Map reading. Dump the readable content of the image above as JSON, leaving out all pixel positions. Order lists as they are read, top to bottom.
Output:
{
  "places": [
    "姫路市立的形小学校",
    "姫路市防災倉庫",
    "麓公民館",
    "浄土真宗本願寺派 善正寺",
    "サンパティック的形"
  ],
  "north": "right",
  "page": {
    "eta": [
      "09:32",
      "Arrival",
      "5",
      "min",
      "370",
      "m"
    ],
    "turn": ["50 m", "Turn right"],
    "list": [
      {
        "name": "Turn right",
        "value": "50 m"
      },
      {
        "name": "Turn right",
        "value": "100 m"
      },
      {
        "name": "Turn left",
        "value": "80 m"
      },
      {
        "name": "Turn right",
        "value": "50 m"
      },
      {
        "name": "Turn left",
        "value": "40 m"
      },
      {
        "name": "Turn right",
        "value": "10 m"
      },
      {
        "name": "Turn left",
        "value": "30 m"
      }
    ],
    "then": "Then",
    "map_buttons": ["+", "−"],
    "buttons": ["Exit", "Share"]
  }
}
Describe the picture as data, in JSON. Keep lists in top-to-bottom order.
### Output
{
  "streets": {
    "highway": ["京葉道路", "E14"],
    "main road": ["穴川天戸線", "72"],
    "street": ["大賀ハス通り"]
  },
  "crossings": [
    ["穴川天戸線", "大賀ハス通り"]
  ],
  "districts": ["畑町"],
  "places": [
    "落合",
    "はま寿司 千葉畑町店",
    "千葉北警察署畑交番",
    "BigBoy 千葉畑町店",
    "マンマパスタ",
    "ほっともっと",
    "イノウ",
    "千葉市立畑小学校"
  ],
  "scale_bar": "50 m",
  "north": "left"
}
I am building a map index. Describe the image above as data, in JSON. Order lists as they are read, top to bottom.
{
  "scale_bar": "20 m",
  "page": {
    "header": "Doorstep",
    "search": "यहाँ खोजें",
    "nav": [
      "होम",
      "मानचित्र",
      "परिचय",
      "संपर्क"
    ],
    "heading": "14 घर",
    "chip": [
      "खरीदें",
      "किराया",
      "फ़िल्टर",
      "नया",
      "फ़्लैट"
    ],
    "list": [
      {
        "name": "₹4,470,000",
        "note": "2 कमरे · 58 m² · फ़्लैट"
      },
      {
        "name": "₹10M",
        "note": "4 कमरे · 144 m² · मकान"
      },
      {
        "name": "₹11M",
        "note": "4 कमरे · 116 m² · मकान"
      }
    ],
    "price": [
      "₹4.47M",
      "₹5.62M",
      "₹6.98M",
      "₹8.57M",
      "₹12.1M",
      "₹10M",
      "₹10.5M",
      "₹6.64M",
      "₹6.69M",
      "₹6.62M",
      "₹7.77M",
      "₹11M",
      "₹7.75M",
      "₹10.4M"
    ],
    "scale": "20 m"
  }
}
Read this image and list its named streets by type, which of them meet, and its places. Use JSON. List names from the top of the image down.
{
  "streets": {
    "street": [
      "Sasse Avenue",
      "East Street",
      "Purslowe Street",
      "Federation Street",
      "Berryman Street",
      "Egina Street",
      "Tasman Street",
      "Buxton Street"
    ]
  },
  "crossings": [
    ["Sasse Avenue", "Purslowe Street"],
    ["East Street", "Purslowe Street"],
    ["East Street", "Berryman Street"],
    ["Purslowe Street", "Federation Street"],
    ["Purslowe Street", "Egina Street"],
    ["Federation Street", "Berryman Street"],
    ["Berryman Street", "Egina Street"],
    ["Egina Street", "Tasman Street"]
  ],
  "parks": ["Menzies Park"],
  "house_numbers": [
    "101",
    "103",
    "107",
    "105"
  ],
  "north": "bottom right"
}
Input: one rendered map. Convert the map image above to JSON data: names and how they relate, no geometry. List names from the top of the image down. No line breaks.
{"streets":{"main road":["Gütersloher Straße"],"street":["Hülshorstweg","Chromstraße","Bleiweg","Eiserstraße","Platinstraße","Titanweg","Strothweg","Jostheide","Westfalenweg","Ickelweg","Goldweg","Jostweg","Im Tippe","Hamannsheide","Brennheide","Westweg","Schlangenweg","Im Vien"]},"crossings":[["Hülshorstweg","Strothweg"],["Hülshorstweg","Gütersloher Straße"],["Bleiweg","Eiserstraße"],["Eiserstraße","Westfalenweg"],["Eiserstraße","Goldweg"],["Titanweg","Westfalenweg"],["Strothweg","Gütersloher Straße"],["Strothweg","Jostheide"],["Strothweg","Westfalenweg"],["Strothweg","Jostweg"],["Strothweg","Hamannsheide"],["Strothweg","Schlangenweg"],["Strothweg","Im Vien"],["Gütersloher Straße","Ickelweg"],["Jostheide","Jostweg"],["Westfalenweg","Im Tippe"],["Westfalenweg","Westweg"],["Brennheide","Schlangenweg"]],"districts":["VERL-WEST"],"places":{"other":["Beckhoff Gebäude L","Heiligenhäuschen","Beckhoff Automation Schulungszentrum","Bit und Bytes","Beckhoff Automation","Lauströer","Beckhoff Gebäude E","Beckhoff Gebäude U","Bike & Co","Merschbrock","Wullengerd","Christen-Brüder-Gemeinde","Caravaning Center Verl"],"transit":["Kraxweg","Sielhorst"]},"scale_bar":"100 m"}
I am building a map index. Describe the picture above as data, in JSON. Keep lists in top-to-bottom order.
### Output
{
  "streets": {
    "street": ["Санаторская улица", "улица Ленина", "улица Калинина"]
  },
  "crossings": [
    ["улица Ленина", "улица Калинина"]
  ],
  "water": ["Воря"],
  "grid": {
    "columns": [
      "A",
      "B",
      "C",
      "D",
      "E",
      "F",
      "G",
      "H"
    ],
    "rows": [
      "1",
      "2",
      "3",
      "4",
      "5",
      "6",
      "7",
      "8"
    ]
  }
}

★ ★ ★ ★ ★

**WHAT TO PRODUCE**
Filter the records for lines holding the string "Keep". Copy each one.

**SOLUTION**
Describe the picture as data, in JSON. Keep lists in top-to-bottom order.
I am building a map index. Describe the picture above as data, in JSON. Keep lists in top-to-bottom order.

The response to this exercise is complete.